Mais notre label national Krucyator Productions a décidé de replacer sous les projecteurs de lumière noire l’œuvre maîtresse du combo, en rééditant dans un tirage extrêmement limité de cent copies Paroxsihzem, surfant sur le regain d’intérêt du format tape vintage, pour une édition de toute beauté qu’il serait franchement dommage d’occulter.
Car le BM lourdement teinté de Death de PAROXSIHZEM mérite franchement d’être (re)découvert. Evoluant en duo à l’époque, avec Impugnor (NUCLEARHAMMER) à la guitare, basse et aux chœurs, et Krag au chant, soutenus par la puissante frappe rythmique du cogneur de NUCLEARHAMMER justement, le groupe se fondait dans un Crossover subjuguant de puissance, qui alliait la noirceur d’un BM sans concessions, et les effluves putrides d’un Death en pleine décomposition. En résultait un album certes monolithique, mais à l’ambiance cathartique, dont quelques samples aéraient l’air vicié qui s’évaporait de structures compactes et disons-le, dissonantes et irritantes au possible. Car là était le but avoué ou non du groupe. Déranger par une musique fortement abrasive et malsaine, et provoquer d’une dilution de la violence dans une sévère dose de brutalité, que même les passages les plus lents ne semblaient édulcorer. Et pour un album dont la sortie initiale remonte à une autoproduction en 2010, on peut dire que Paroxsihzem n’a pas vraiment vieilli, et qu’il a gardé son impact nauséabond au travers des années…

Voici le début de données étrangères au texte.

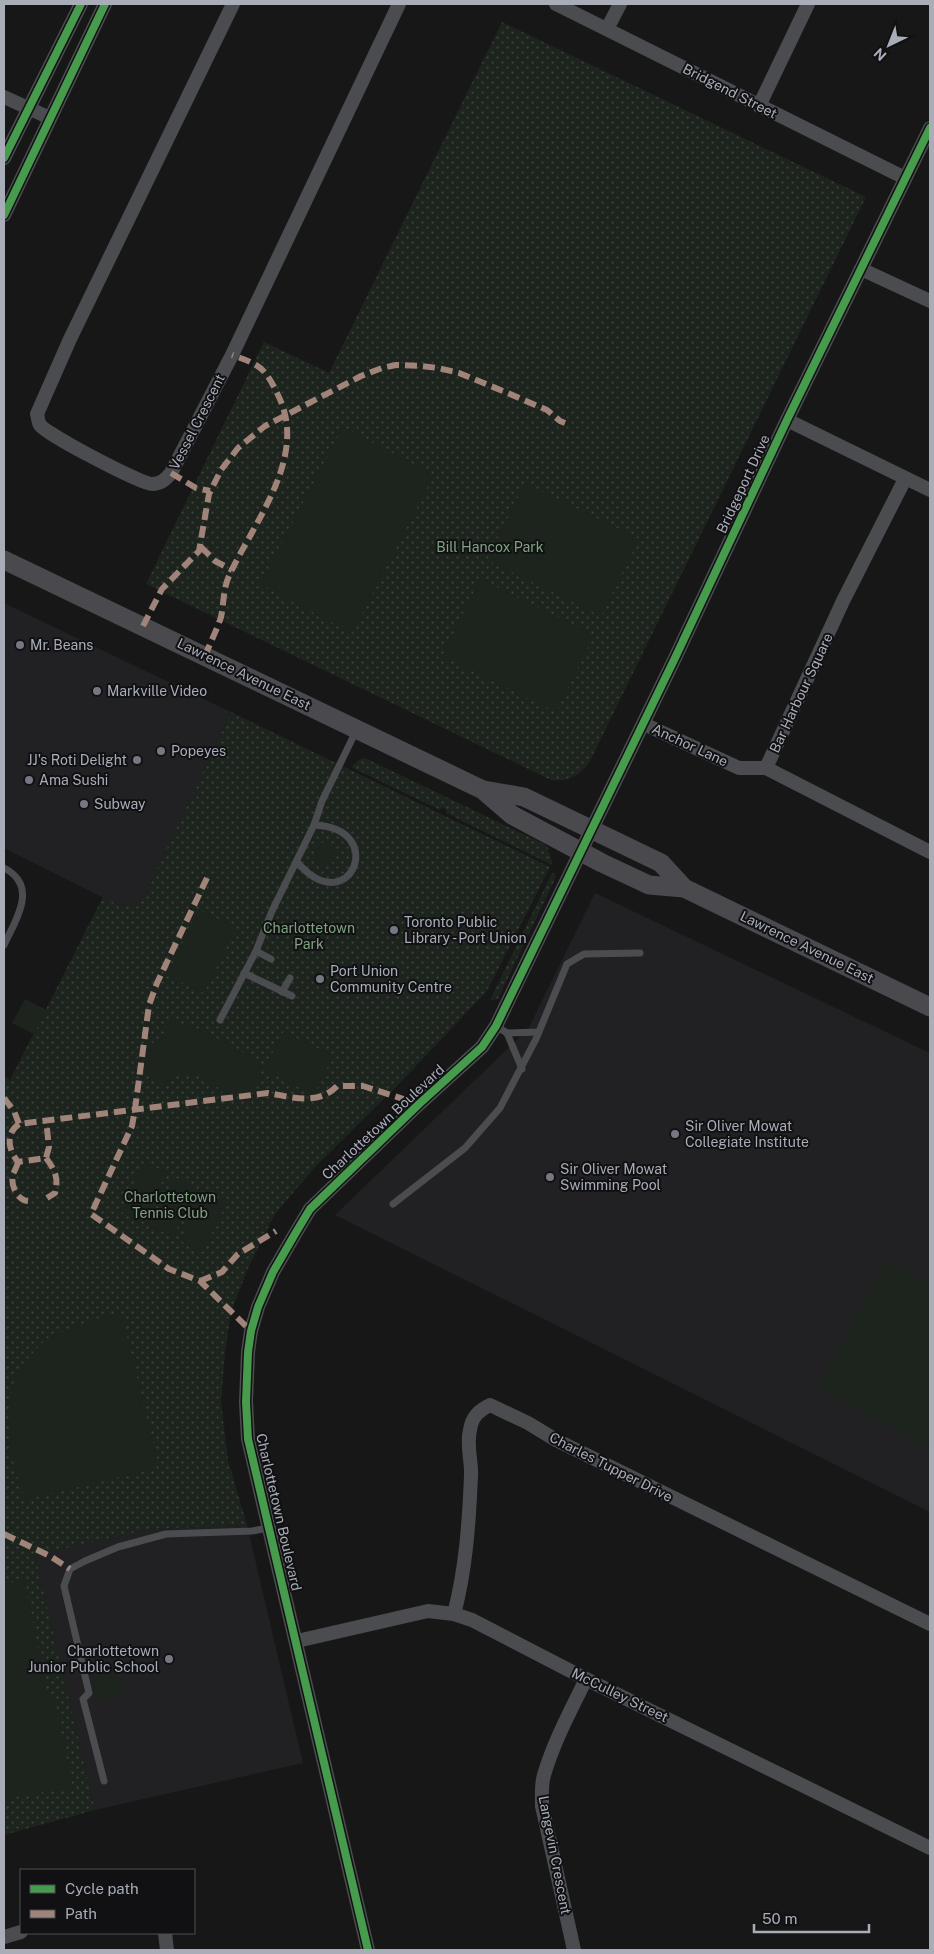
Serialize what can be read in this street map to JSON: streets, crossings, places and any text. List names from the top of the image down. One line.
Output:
{"streets":{"main road":["Lawrence Avenue East"],"street":["Bridgend Street","Vessel Crescent","Bridgeport Drive","Bar Harbour Square","Anchor Lane","Charlottetown Boulevard","Charles Tupper Drive","McCulley Street","Langevin Crescent"]},"crossings":[["Bridgend Street","Bridgeport Drive"],["Bridgeport Drive","Lawrence Avenue East"],["Bridgeport Drive","Anchor Lane"],["Bridgeport Drive","Charlottetown Boulevard"],["Lawrence Avenue East","Charlottetown Boulevard"],["Bar Harbour Square","Anchor Lane"],["Charlottetown Boulevard","McCulley Street"],["Charles Tupper Drive","McCulley Street"],["McCulley Street","Langevin Crescent"]],"parks":["Bill Hancox Park","Charlottetown Park","Charlottetown Tennis Club"],"places":["Mr. Beans","Markville Video","Popeyes","JJ's Roti Delight","Ama Sushi","Subway","Toronto Public Library - Port Union","Port Union Community Centre","Sir Oliver Mowat Collegiate Institute","Sir Oliver Mowat Swimming Pool","Charlottetown Junior Public School"],"legend":["Cycle path","Path"],"scale_bar":"50 m","north":"bottom left"}
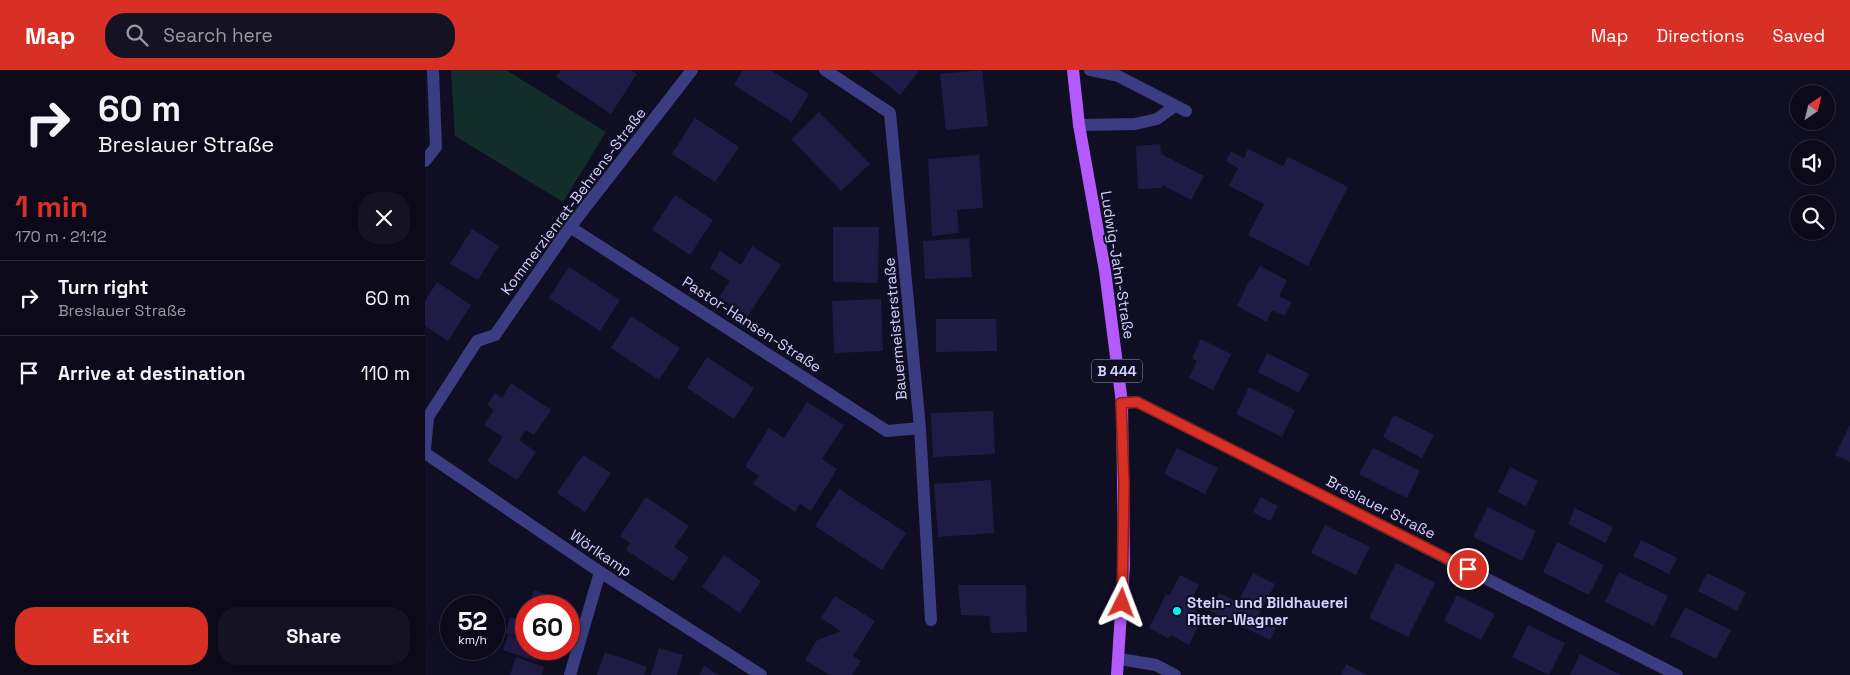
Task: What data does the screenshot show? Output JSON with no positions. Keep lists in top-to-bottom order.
{
  "streets": {
    "main road": ["Ludwig-Jahn-Straße", "B 444"],
    "street": [
      "Kommerzienrat-Behrens-Straße",
      "Pastor-Hansen-Straße",
      "Bauermeisterstraße",
      "Breslauer Straße",
      "Wörlkamp"
    ]
  },
  "crossings": [
    ["Kommerzienrat-Behrens-Straße", "Pastor-Hansen-Straße"],
    ["Ludwig-Jahn-Straße", "Breslauer Straße"],
    ["Pastor-Hansen-Straße", "Bauermeisterstraße"]
  ],
  "places": ["Stein- und Bildhauerei Ritter-Wagner"],
  "north": "top right",
  "page": {
    "header": "Map",
    "search": "Search here",
    "nav": ["Map", "Directions", "Saved"],
    "turn": ["60 m", "Breslauer Straße"],
    "heading": ["1 min", "170 m · 21:12"],
    "list": [
      {
        "name": "Turn right",
        "note": "Breslauer Straße",
        "value": "60 m"
      },
      {
        "name": "Arrive at destination",
        "value": "110 m"
      }
    ],
    "speed": "52 km/h",
    "limit": "60",
    "buttons": ["Exit", "Share"]
  }
}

Certains me diront, toujours les mêmes je pense, que tout ceci ressemble à un magma compact dont il est impossible d’extirper une ou deux idées motrices. Mais c’est justement ce refus de segmenter leur effort qui rendait ce premier album si dangereux et fascinant, tant les plans hyper brutaux succédaient à des segments d’une agressivité inouïe. Difficile de comparer les canadiens à d’autres factions en marche, tant leur philosophie s’accordait à merveille à des thématiques sombres, basées, sur l’occultisme, l’histoire, la philosophie ou la psychologie. Evidemment, la voix très sourde et rauque de Krag n’aidait en rien à comprendre les paroles, mais on sentait un réel malaise émerger de ce BM diffus et concentré, malaise toujours palpable aujourd’hui, malgré le temps passé.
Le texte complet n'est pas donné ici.